Norges Bank's press conference of 4 April 2001
Interest rates were left unchanged at Norges Bank's Executive Board meeting on 4 April. Norges Bank's key rate, the sight deposit rate, remains at 7.00 per cent. The Government laid down a new regulation on monetary policy on 29 March 2001. According to the regulation, monetary policy shall be oriented towards low and stable inflation, with an inflation target of 2½ per cent.
In its submission of 27 March to the Ministry of Finance, Norges Bank stated the following with regard to its conduct of monetary policy: "Consequently, the Bank must be forward-looking in its interest-rate setting. The effects of interest rate changes are uncertain and vary over time. Changes in the interest rate will be made gradually so that the Bank may assess the effects of interest rate changes and other new information on economic developments. If price inflation deviates substantially from the target for a period, Norges Bank will set the interest rate with a view to gradually returning consumer price inflation to the target. Norges Bank will seek to avoid unnecessary fluctuations in output and demand."
The projections in the March Inflation Report indicated that inflation will gradually decline in Norway. With approximately unchanged interest rates, consumer price inflation was projected at 2 per cent in 2003. The new mandate for monetary policy may, however, influence our projections via inflation expectations. The inflation target of 2½ per cent, which is higher than that of the ECB, may raise inflation expectations somewhat. On the other hand, the quantification of an inflation target may have a clarifying effect. The phasing in of petroleum revenues may, in isolation, imply a more expansionary fiscal stance than postulated earlier as a technical assumption in the March Inflation Report. However, the Government has also stated that fiscal policy shall be used to stabilise developments in the Norwegian economy.
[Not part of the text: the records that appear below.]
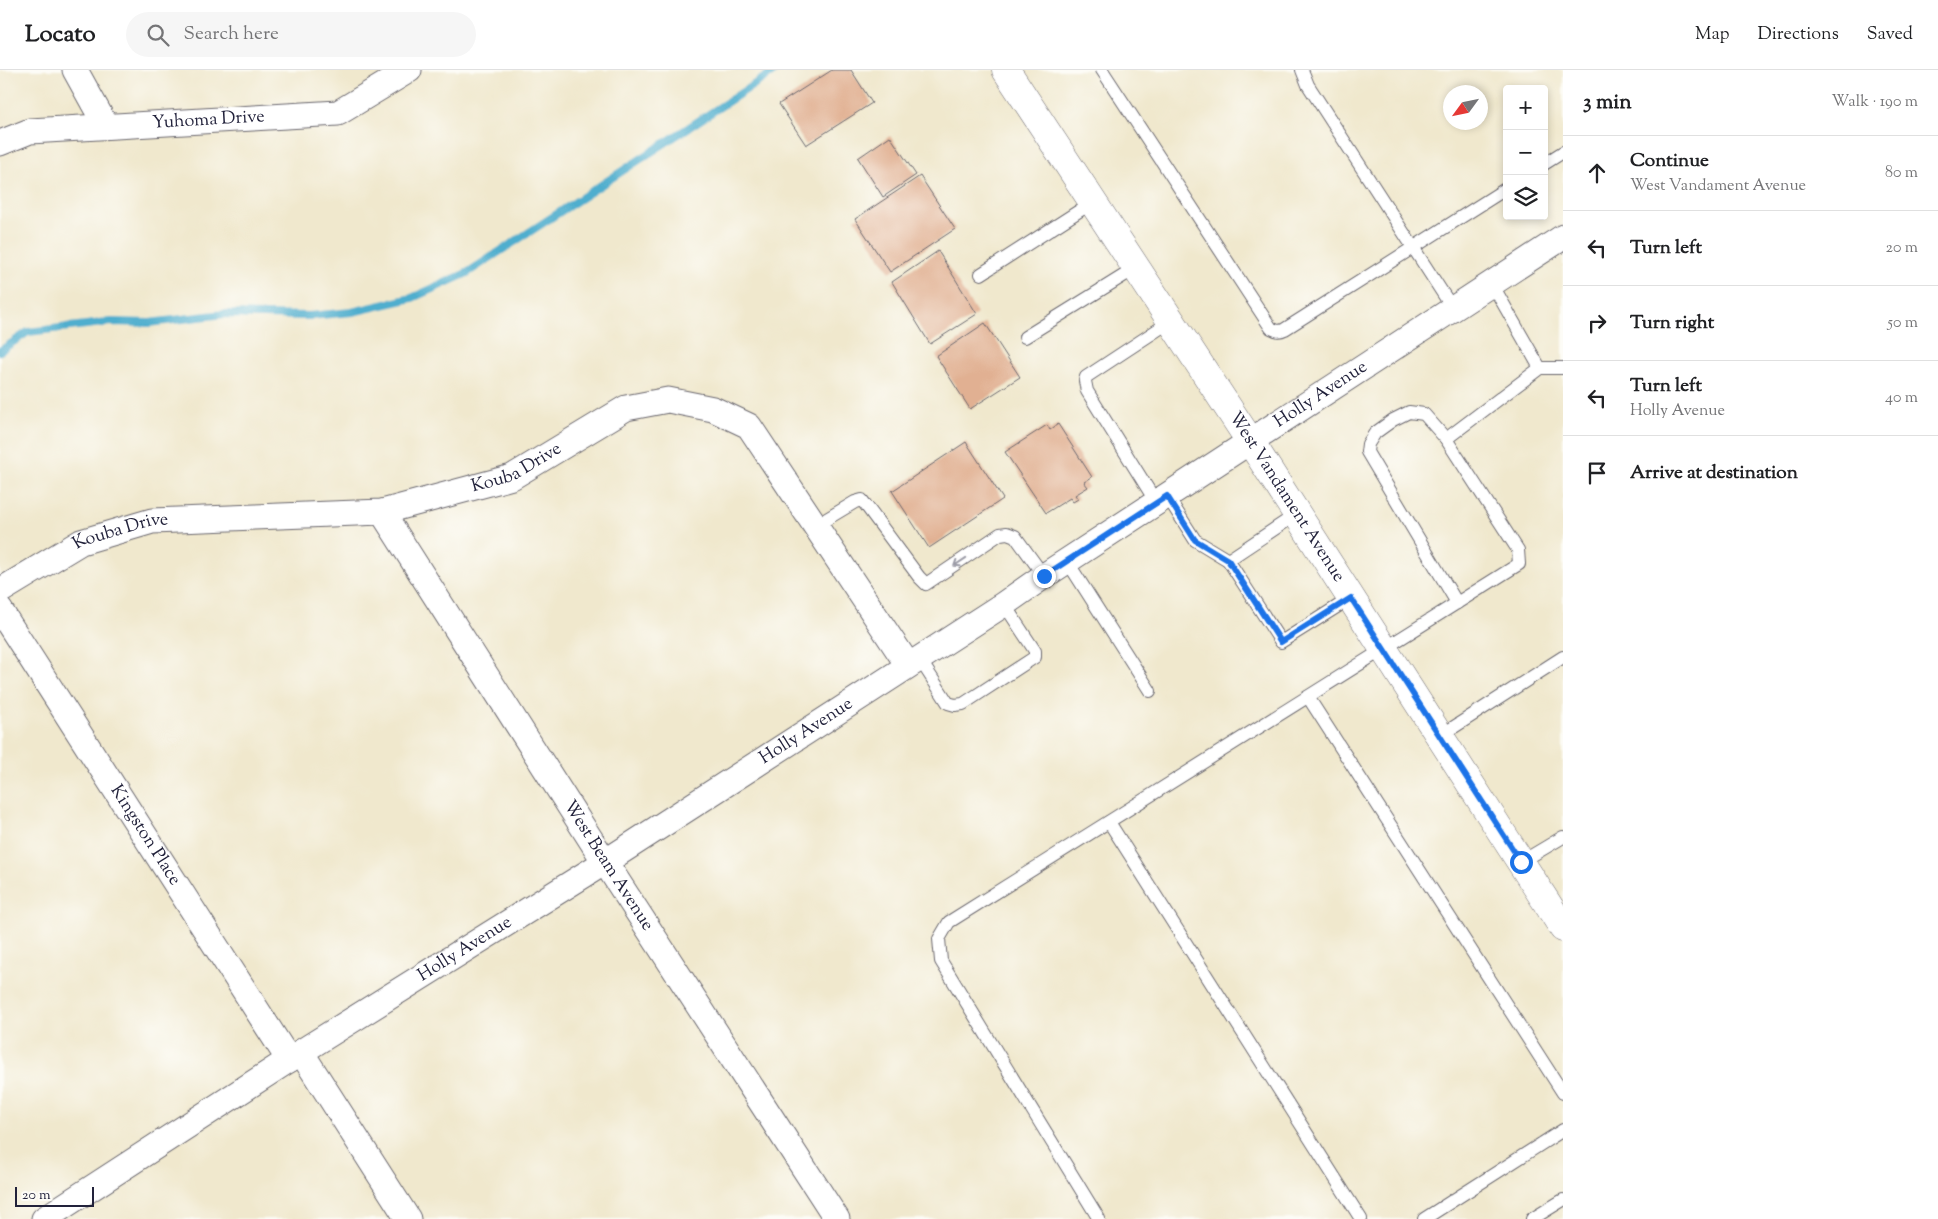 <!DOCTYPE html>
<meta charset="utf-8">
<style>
:root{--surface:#fff;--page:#f6f6f6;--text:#202124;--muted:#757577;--line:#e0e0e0}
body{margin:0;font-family:"Sorts Mill Goudy",serif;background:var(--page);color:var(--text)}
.controls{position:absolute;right:15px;top:15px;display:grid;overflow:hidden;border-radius:5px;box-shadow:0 2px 8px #0003}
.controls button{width:45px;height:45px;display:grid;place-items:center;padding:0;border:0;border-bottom:1px solid var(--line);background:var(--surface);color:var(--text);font:25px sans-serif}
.compass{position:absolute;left:1443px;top:15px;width:45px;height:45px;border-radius:50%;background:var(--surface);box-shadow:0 2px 8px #0003;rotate:237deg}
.scale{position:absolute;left:15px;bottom:12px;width:79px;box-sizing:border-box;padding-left:5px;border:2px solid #22223b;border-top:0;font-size:14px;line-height:18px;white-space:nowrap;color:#22223b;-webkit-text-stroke:4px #fdfcf7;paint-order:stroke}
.stop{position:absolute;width:15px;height:15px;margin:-11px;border:4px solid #1a73e8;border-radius:50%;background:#fff}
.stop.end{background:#1a73e8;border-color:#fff;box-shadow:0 1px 5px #0008}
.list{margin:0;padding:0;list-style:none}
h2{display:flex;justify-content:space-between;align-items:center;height:65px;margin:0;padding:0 20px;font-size:21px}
h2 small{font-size:16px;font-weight:400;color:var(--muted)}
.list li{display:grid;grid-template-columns:32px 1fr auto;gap:15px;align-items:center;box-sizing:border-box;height:75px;padding:0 20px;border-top:1px solid var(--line)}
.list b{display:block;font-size:19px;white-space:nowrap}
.list p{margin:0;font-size:16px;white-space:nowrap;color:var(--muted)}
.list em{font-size:16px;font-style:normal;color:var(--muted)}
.icon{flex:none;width:28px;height:28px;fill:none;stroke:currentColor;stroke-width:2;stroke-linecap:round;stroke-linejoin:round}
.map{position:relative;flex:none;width:1563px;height:1149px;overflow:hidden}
header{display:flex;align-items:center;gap:30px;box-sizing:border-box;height:70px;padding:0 25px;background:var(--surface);border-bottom:1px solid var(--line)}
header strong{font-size:24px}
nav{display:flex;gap:28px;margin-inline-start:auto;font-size:18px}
.search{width:350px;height:45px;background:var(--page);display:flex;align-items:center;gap:12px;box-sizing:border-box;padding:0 18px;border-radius:28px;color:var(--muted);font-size:19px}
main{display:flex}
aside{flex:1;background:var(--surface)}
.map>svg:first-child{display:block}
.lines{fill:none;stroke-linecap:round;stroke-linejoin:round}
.stream{stroke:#4faece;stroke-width:8}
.building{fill:#e1b092}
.service-casing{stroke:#6a676e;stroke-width:14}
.minor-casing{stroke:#6a676e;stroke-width:27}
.tertiary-casing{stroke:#6a676e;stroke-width:29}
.service{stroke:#fff;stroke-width:12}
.minor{stroke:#fff;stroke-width:25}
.tertiary{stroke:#fff;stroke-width:28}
.oneway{stroke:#9c9ca7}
.route{stroke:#1a73e8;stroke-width:6}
.labels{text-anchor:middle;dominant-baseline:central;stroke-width:4;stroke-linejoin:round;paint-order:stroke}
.street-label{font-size:18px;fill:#22223b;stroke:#fdfcf7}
</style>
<header>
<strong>Locato</strong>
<div class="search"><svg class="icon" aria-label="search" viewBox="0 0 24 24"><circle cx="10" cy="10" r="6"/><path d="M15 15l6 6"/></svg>Search here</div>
<nav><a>Map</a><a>Directions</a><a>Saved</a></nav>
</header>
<main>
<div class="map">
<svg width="1563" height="1149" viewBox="0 0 1563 1149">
<rect width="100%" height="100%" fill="#fdfcf7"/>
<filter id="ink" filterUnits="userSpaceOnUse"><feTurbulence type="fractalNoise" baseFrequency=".02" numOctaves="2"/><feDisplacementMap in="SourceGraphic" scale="10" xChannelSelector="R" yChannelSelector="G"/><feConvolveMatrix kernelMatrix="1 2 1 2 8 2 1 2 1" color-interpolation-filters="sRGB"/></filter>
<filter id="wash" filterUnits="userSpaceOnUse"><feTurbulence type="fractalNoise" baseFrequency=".0096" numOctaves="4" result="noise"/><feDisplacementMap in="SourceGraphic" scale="20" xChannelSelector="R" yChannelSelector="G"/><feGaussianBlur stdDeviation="1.12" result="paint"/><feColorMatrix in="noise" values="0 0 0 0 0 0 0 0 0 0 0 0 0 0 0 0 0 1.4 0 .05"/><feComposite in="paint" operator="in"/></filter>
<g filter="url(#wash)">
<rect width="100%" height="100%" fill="#f0e8cd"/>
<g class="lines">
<!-- stream -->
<polyline class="stream" points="0,281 28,262 111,252 149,253 224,244 309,246 352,242 412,228 467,203 776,0"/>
</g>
<g id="blocks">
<!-- building -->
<g class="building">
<polygon points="832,0 851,0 872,33 806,75 779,34"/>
<polygon points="890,66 916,105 883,127 858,88"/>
<polygon points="920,106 955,159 890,202 855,149"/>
<polygon points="938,181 977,244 930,274 892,212"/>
<polygon points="985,253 1020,307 970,339 936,286"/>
<polygon points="1058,354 1092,407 1084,412 1088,417 1075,425 1078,429 1073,432 1070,428 1046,443 1005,382 1047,355 1050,360"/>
<polygon points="966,372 1003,429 929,478 892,421"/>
</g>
</g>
</g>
<g filter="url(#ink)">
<use href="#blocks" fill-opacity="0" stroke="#6a676e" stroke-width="1"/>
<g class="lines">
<defs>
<g id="service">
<path d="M1102,0l169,258c6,3 8,4 14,1l222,-141"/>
<polyline points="1302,0 1308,15 1453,239"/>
<polyline points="1544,94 1563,82"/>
<polyline points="981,204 1093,132"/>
<polyline points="1492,214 1540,298"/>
<polyline points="1025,267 1136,198"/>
<polyline points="1446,369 1424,344 1409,342 1393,350 1375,363 1368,374 1367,382 1457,533"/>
<polyline points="1167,426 1195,470 1228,490"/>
<polyline points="1156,432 1087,321 1085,311 1086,307 1171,251"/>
<polyline points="1297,444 1228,490 1281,572 1351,528"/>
<polyline points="815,456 855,432 862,430 919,507 926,514 1000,464 1007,463 1015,466 1044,506"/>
<polyline points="1067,491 1150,621"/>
<polyline points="919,588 948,633 955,635 963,634 1035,587 1035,581 1004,534"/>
<polyline points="1308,627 1563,1023"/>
<polyline points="1440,666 1563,587"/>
<polyline points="1109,752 1361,1149"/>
<polyline points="1521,792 1563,767"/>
<polyline points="1099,1149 941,891 939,869 949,852 1519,494 1518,480 1446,369 1540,298 1563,298"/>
<polyline points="1424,1149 1563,1060"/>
<polyline points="1532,1149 1563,1130"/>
</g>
<g id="minor">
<polyline points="75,0 106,56"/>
<path id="s1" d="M0,73l30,-12 308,-18 71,-43"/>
<path id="s2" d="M382,442l223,350 232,357"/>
<path id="s3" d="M0,521l81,-49 71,-21 230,-9 130,-35 114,-69 42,-8 45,9 36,17 159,239"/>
<path id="s4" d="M0,540l289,450"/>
<polyline points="301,982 408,1149"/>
<path id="s5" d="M44,1149l257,-167 304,-190 399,-258 40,-28 519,-339"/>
</g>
<g id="tertiary">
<path id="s6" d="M1006,0l244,371 313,487"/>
</g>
</defs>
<!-- service casing -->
<use href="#service" class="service-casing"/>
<!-- minor casing -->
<use href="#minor" class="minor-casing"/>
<!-- tertiary casing -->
<use href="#tertiary" class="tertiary-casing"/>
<!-- service -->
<use href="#service" class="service"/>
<!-- minor -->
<use href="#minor" class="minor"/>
<!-- tertiary -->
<use href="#tertiary" class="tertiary"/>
</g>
<!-- one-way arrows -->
<defs><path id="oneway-shaft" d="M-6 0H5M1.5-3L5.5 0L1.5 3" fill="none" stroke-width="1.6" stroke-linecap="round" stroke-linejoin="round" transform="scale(1.25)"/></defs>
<use class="oneway" href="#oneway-shaft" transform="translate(960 492) rotate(146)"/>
</g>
<g class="lines" filter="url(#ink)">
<!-- route -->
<polyline class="route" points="1044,506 1167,426 1195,470 1228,490 1281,572 1351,528 1521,792"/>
</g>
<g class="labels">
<!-- street labels -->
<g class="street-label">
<text stroke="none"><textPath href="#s1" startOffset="211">Yuhoma Drive</textPath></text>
<text stroke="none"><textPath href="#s5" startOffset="1520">Holly Avenue</textPath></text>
<text stroke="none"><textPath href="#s3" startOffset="541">Kouba Drive</textPath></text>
<text stroke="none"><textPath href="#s6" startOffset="511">West Vandament Avenue</textPath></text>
<text stroke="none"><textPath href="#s3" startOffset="136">Kouba Drive</textPath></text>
<text stroke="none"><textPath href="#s5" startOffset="905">Holly Avenue</textPath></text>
<text stroke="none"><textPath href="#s4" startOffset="268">Kingston Place</textPath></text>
<text stroke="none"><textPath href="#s2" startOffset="420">West Beam Avenue</textPath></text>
<text stroke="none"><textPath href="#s5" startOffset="500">Holly Avenue</textPath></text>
</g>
</g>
</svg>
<div class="controls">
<button>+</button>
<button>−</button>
<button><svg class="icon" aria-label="layers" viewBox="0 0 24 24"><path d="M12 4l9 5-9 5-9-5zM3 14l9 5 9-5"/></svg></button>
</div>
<svg class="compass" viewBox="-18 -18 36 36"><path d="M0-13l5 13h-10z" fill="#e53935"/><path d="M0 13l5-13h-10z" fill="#757577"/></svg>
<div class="scale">20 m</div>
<div class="stop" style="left:1521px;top:792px"></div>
<div class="stop end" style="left:1044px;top:506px"></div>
</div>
<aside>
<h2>3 min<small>Walk · 190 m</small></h2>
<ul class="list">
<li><svg class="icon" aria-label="ahead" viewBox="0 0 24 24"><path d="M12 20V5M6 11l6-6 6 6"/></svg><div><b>Continue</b><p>West Vandament Avenue</p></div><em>80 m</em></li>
<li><svg class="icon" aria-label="left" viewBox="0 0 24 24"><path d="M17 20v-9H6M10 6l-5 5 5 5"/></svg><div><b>Turn left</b></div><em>20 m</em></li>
<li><svg class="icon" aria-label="right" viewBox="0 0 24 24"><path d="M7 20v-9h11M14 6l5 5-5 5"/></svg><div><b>Turn right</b></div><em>50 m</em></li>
<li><svg class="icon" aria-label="left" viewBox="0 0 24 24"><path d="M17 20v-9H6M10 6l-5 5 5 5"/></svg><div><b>Turn left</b><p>Holly Avenue</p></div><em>40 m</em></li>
<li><svg class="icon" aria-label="arrive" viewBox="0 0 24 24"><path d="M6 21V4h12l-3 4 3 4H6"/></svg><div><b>Arrive at destination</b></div></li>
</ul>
</aside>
</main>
World economic growth is slowing and there is uncertainty attached to developments ahead. The Federal Reserve has reduced the target for the fed funds rate by a total of 1½ percentage points since the beginning of the year. The Japanese central bank has in practice reverted to a zero interest rate policy. Interest rates have also been lowered in several other countries.
Capacity utilisation in the Norwegian economy remains high. The labour market is tight. The supply of credit remains high and inflation is high. In February, the year-on-year rise in the consumer price index was 3.6 per cent. Excluding indirect taxes and changes in electricity and petrol prices, underlying inflation was 2.9 per cent. Measured by the import-weighted krone exchange rate, the krone has appreciated by 1.5 per cent compared with the assumption in the March Inflation Report. In isolation, this will have a dampening effect on externally generated inflation impulses.
In the light of recent trends in the economy and the current balance of risks, the probability that the next change in the interest rate will be a reduction is the same as the probability of an increase.